* [What you will do] Keep the pictures out of the copy and repeat the records exactly.

* [Stored items from a collection]
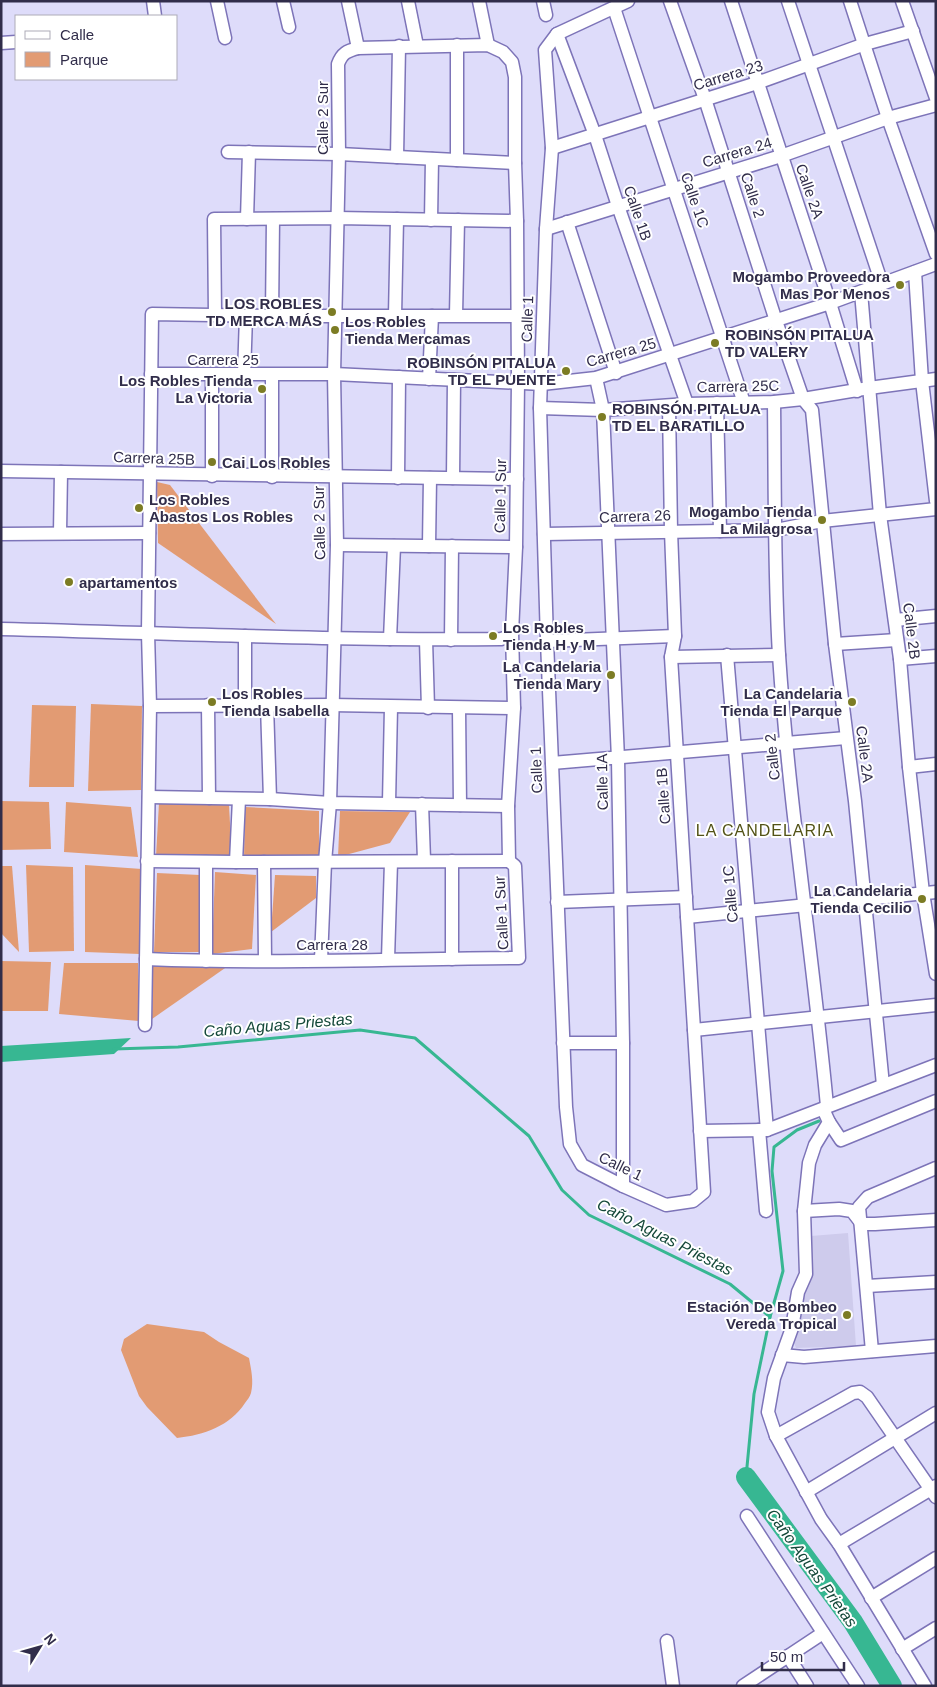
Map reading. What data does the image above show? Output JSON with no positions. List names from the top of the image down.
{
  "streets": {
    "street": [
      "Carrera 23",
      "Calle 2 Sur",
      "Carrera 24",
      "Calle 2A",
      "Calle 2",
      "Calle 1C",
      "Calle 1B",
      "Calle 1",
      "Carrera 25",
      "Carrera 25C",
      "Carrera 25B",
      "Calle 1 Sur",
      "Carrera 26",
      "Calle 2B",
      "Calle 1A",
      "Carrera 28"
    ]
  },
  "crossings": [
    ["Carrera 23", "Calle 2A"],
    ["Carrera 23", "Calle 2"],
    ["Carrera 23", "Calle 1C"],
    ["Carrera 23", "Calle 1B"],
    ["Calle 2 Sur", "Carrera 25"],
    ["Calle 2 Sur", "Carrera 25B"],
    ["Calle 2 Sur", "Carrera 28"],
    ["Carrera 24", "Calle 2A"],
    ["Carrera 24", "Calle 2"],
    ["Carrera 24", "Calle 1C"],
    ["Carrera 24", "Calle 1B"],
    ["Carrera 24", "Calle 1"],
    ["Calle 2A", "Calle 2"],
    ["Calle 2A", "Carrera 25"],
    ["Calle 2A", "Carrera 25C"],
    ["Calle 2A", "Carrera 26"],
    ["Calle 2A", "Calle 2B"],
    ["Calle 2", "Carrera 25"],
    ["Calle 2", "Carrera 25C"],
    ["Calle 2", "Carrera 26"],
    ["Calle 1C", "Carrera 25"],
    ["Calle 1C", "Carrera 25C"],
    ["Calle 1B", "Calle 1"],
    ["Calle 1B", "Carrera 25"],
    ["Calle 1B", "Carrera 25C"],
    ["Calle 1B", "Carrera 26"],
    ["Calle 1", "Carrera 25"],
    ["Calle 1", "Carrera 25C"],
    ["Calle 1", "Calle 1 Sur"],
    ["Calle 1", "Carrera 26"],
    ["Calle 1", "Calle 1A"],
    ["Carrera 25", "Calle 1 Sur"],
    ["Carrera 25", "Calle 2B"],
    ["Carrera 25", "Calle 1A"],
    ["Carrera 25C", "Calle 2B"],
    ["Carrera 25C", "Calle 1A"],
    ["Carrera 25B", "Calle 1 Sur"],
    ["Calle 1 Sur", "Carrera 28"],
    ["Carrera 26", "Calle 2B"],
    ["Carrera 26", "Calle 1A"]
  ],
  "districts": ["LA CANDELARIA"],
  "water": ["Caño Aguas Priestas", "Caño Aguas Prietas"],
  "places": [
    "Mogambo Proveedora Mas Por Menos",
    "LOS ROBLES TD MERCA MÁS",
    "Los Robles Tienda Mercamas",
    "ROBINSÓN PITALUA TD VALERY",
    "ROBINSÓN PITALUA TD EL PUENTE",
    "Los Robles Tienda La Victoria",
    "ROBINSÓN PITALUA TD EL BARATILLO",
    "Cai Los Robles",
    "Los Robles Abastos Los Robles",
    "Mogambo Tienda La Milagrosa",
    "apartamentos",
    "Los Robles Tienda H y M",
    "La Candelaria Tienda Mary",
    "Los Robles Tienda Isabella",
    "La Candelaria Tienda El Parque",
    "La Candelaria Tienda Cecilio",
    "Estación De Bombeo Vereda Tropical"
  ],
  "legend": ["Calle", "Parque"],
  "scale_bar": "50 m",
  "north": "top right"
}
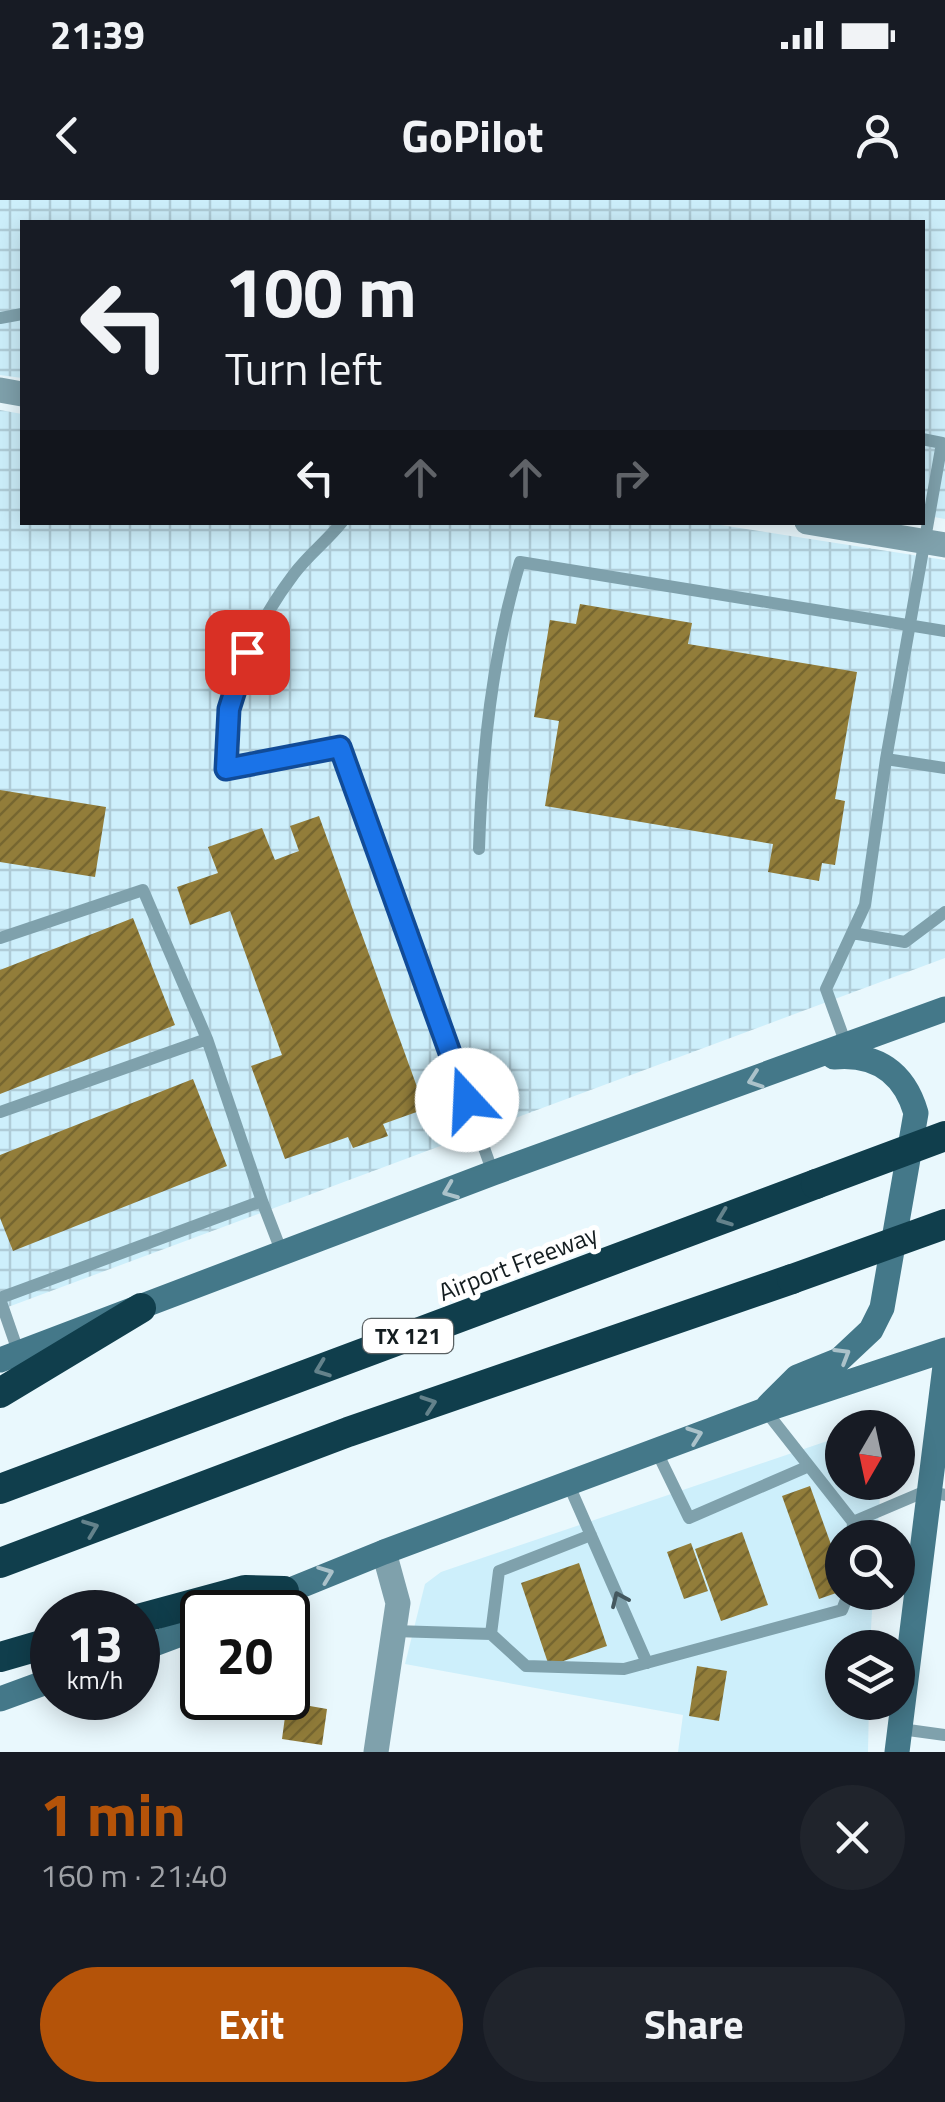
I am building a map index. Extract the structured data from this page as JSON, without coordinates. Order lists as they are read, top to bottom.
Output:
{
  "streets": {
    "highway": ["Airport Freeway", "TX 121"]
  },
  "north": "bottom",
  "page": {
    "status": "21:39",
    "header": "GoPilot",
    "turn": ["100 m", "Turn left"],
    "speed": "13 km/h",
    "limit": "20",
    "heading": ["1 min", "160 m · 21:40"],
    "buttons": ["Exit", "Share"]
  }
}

* [Problem solution]
Map reading. What data does the image above show? Output JSON with no positions. List names from the top of the image down.
{
  "streets": {
    "street": [
      "Carrera 23",
      "Calle 2 Sur",
      "Carrera 24",
      "Calle 2A",
      "Calle 2",
      "Calle 1C",
      "Calle 1B",
      "Calle 1",
      "Carrera 25",
      "Carrera 25C",
      "Carrera 25B",
      "Calle 1 Sur",
      "Carrera 26",
      "Calle 2B",
      "Calle 1A",
      "Carrera 28"
    ]
  },
  "crossings": [
    ["Carrera 23", "Calle 2A"],
    ["Carrera 23", "Calle 2"],
    ["Carrera 23", "Calle 1C"],
    ["Carrera 23", "Calle 1B"],
    ["Calle 2 Sur", "Carrera 25"],
    ["Calle 2 Sur", "Carrera 25B"],
    ["Calle 2 Sur", "Carrera 28"],
    ["Carrera 24", "Calle 2A"],
    ["Carrera 24", "Calle 2"],
    ["Carrera 24", "Calle 1C"],
    ["Carrera 24", "Calle 1B"],
    ["Carrera 24", "Calle 1"],
    ["Calle 2A", "Calle 2"],
    ["Calle 2A", "Carrera 25"],
    ["Calle 2A", "Carrera 25C"],
    ["Calle 2A", "Carrera 26"],
    ["Calle 2A", "Calle 2B"],
    ["Calle 2", "Carrera 25"],
    ["Calle 2", "Carrera 25C"],
    ["Calle 2", "Carrera 26"],
    ["Calle 1C", "Carrera 25"],
    ["Calle 1C", "Carrera 25C"],
    ["Calle 1B", "Calle 1"],
    ["Calle 1B", "Carrera 25"],
    ["Calle 1B", "Carrera 25C"],
    ["Calle 1B", "Carrera 26"],
    ["Calle 1", "Carrera 25"],
    ["Calle 1", "Carrera 25C"],
    ["Calle 1", "Calle 1 Sur"],
    ["Calle 1", "Carrera 26"],
    ["Calle 1", "Calle 1A"],
    ["Carrera 25", "Calle 1 Sur"],
    ["Carrera 25", "Calle 2B"],
    ["Carrera 25", "Calle 1A"],
    ["Carrera 25C", "Calle 2B"],
    ["Carrera 25C", "Calle 1A"],
    ["Carrera 25B", "Calle 1 Sur"],
    ["Calle 1 Sur", "Carrera 28"],
    ["Carrera 26", "Calle 2B"],
    ["Carrera 26", "Calle 1A"]
  ],
  "districts": ["LA CANDELARIA"],
  "water": ["Caño Aguas Priestas", "Caño Aguas Prietas"],
  "places": [
    "Mogambo Proveedora Mas Por Menos",
    "LOS ROBLES TD MERCA MÁS",
    "Los Robles Tienda Mercamas",
    "ROBINSÓN PITALUA TD VALERY",
    "ROBINSÓN PITALUA TD EL PUENTE",
    "Los Robles Tienda La Victoria",
    "ROBINSÓN PITALUA TD EL BARATILLO",
    "Cai Los Robles",
    "Los Robles Abastos Los Robles",
    "Mogambo Tienda La Milagrosa",
    "apartamentos",
    "Los Robles Tienda H y M",
    "La Candelaria Tienda Mary",
    "Los Robles Tienda Isabella",
    "La Candelaria Tienda El Parque",
    "La Candelaria Tienda Cecilio",
    "Estación De Bombeo Vereda Tropical"
  ],
  "legend": ["Calle", "Parque"],
  "scale_bar": "50 m",
  "north": "top right"
}
I am building a map index. Extract the structured data from this page as JSON, without coordinates. Order lists as they are read, top to bottom.
Output:
{
  "streets": {
    "highway": ["Airport Freeway", "TX 121"]
  },
  "north": "bottom",
  "page": {
    "status": "21:39",
    "header": "GoPilot",
    "turn": ["100 m", "Turn left"],
    "speed": "13 km/h",
    "limit": "20",
    "heading": ["1 min", "160 m · 21:40"],
    "buttons": ["Exit", "Share"]
  }
}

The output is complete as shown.